The good news is that every member of the Supreme Court agrees that disemboweling, beheading, drawing and quartering, dissecting, and burning alive all violate the Eighth Amendment's prohibition of cruel and unusual punishment. The bad news is that seven justices in a maze of opinions (the lead opinion, written by Chief Justice Roberts, is joined only by Justices Kennedy and Alito) agree that Kentucky's lethal injection protocol is not cruel and unusual, at least on the record that was made in the Kentucky case.
The decision and the multiple opinions it generated may or may not end the de facto moratorium on death penalty implementation, but it will only fuel the growing debate about the wisdom of death as punishment for a crime.

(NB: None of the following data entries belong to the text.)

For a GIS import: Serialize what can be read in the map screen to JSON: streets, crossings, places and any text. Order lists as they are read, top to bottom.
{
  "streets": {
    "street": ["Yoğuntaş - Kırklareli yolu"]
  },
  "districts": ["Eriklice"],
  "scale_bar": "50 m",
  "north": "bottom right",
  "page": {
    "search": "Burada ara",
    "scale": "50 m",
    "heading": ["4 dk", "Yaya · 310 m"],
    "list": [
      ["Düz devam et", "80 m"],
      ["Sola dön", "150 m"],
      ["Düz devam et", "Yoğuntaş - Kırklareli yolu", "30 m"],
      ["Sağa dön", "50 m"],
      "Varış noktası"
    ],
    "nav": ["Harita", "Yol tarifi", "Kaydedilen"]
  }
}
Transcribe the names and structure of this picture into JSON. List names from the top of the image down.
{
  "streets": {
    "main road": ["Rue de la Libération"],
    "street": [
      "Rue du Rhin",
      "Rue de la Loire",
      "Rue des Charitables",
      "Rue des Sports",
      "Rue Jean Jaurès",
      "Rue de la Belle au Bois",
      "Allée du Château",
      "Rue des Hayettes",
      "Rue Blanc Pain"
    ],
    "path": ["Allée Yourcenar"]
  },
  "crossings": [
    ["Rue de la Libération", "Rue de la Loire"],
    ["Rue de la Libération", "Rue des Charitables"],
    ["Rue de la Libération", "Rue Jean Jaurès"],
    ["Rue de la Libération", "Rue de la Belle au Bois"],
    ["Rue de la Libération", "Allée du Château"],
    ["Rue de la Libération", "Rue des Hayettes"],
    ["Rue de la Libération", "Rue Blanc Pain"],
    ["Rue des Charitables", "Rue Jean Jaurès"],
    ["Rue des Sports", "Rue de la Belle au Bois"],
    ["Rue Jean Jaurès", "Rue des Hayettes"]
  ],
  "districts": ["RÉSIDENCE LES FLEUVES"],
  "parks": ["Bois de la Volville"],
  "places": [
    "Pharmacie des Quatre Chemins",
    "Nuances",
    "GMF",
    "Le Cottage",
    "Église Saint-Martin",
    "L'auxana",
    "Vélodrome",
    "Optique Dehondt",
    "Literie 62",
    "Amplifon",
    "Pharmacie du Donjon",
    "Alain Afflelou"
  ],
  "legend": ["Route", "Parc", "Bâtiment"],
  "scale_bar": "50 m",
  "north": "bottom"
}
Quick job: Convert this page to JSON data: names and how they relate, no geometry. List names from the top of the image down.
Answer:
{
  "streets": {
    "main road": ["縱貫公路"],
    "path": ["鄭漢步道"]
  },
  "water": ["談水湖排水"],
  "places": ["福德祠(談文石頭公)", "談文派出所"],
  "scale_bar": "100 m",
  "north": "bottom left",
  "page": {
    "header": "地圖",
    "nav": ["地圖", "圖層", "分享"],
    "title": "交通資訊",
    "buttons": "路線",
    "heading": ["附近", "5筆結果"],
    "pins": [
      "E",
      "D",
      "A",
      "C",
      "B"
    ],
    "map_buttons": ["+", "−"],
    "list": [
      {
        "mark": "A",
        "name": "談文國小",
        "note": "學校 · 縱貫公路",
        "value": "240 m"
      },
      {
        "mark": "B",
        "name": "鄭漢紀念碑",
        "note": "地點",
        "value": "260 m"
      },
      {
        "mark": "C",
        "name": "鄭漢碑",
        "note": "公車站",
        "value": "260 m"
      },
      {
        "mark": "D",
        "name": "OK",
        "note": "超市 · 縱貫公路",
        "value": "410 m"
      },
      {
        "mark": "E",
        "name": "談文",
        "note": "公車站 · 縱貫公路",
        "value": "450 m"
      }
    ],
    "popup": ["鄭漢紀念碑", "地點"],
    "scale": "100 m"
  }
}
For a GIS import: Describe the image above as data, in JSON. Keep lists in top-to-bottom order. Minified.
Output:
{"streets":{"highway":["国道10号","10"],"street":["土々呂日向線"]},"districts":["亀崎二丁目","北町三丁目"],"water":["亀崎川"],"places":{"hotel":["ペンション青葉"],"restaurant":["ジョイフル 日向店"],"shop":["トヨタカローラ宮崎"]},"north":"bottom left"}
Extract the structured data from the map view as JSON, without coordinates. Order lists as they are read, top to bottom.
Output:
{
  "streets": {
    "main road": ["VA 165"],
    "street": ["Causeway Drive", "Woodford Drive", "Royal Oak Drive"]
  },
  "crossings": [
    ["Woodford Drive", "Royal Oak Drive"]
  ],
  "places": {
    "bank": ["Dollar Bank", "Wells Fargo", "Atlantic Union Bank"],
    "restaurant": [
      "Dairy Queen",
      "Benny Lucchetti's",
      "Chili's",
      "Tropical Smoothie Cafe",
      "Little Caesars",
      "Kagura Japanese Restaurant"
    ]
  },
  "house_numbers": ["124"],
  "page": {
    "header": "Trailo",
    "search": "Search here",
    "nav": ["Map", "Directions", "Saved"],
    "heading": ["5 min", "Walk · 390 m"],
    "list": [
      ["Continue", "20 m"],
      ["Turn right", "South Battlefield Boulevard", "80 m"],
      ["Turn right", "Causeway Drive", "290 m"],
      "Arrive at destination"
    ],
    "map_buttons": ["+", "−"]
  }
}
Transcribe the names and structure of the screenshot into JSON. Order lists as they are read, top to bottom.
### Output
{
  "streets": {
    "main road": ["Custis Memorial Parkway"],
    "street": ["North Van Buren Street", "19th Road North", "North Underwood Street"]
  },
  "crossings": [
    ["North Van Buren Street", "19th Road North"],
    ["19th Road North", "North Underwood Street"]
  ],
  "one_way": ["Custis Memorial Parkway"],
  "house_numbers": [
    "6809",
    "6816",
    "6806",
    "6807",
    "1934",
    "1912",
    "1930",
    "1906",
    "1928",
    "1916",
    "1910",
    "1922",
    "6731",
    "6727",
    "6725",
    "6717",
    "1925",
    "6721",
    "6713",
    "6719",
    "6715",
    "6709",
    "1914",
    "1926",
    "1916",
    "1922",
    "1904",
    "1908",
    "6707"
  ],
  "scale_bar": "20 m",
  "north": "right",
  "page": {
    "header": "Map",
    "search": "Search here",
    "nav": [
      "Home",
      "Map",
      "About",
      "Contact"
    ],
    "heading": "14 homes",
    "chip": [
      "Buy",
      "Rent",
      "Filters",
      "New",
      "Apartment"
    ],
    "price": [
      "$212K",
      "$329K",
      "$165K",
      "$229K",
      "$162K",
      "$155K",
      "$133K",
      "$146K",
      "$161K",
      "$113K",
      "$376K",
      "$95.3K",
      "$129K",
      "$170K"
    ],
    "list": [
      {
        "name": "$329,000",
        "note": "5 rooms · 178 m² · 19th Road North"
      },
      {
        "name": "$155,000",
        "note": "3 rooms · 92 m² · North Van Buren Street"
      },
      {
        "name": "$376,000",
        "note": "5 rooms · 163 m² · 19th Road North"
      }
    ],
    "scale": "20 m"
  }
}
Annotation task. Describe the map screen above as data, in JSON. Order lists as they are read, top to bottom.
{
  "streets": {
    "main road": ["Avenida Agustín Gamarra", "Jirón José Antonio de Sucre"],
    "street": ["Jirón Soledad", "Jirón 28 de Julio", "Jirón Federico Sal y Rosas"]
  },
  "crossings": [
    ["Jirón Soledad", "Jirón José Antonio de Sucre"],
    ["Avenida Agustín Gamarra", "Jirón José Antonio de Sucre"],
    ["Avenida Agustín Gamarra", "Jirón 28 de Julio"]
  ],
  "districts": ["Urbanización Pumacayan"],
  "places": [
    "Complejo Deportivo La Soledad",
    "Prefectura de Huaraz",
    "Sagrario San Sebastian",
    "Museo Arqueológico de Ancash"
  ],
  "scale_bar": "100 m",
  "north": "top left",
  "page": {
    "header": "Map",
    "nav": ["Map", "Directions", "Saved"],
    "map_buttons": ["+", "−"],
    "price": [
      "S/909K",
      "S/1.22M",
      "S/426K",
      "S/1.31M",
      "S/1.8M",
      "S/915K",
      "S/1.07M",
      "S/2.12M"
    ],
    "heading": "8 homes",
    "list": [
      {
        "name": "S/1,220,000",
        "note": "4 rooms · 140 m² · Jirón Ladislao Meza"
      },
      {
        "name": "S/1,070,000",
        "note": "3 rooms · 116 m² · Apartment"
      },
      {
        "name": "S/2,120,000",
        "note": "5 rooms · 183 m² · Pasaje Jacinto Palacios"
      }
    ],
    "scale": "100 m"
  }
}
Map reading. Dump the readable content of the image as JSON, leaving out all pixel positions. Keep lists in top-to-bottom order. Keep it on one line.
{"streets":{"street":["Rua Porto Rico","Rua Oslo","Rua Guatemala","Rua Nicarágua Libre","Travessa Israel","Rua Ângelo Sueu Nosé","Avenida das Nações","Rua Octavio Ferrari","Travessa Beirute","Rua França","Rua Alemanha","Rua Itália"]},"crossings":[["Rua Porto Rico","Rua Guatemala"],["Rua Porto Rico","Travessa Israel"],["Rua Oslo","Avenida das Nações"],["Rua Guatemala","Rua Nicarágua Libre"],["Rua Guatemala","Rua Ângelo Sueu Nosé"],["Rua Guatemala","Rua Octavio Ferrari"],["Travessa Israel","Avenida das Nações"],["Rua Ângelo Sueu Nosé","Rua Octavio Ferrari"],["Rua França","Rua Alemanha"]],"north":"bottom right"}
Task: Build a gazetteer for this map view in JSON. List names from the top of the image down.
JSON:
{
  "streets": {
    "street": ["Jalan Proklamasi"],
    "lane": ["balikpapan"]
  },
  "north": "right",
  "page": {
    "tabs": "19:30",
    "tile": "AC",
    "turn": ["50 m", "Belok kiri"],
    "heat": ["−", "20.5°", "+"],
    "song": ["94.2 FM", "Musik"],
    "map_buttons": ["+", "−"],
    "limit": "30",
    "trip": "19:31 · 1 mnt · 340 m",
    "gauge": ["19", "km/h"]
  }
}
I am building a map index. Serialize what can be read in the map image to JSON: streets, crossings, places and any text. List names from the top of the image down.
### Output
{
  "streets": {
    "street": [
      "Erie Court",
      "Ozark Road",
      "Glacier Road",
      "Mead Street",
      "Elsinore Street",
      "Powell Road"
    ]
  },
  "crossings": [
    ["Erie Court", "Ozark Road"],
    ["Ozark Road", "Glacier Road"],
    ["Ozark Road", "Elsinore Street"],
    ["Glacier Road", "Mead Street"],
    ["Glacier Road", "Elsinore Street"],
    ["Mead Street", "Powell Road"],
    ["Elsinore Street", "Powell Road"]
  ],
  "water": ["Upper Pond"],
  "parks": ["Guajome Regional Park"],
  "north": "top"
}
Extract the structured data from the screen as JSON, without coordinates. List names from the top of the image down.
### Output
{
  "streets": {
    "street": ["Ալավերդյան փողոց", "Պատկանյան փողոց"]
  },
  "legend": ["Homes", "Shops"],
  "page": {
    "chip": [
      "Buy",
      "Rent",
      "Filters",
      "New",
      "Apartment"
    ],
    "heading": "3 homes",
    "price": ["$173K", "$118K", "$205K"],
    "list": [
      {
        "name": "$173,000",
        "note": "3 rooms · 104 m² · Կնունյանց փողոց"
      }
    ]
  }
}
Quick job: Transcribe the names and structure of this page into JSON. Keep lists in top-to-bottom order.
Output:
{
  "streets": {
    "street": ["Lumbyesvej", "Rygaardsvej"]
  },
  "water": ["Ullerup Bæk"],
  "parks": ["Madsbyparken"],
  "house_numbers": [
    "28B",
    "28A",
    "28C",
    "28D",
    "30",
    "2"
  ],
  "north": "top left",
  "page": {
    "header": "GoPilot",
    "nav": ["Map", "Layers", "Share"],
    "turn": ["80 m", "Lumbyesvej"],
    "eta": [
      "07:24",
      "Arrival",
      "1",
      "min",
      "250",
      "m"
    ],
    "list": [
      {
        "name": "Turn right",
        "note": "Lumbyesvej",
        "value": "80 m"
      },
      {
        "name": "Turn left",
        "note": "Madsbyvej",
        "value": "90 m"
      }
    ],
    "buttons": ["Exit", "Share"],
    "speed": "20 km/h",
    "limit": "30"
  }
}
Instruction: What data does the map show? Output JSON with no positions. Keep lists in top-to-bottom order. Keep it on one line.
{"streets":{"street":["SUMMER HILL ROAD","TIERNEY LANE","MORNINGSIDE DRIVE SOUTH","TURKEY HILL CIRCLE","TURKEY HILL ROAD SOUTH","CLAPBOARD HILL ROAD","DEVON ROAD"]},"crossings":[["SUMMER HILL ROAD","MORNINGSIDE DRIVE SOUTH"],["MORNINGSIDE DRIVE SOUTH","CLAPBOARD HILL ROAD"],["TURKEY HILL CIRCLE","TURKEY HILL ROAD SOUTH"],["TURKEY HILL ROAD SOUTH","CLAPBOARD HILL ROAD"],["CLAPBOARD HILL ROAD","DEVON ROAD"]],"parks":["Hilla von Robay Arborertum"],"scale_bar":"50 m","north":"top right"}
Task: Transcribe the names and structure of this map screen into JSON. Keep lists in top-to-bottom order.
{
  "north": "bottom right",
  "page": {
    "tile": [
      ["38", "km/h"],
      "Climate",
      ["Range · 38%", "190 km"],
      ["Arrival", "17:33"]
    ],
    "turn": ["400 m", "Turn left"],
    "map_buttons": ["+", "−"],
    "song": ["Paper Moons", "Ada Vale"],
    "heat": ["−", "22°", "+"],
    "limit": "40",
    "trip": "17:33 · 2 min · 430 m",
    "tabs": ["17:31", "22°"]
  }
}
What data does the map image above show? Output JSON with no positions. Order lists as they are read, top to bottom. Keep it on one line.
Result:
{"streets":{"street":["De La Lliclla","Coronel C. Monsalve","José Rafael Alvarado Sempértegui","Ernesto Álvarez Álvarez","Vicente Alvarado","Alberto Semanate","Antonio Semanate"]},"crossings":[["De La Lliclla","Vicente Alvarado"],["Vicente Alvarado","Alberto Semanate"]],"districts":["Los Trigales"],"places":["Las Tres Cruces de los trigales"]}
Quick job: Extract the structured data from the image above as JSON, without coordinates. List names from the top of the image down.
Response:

Consider, for instance, the concluding remarks in Justice Breyer's opinion concurring in the result:
The death penalty itself, of course, brings with it serious risks, for example, risks of executing the wrong person, ... risks that unwarranted animus (in respect, e.g., to the race of victims), may play a role, ... risks that those convicted will find themselves on death row for many years, perhaps decades, to come, .... These risks in part explain why that penalty is so controversial. But the lawfulness of the death penalty is not before us.
Is Justice Breyer inviting fresh challenges to the death penalty on some or all of these grounds?
Justice Stevens is equally concerned that the Kentucky decision "will generate debate not only about the constitutionality of the three-drug protocol ... but also about the justification for the death penalty itself." Let's hope it does.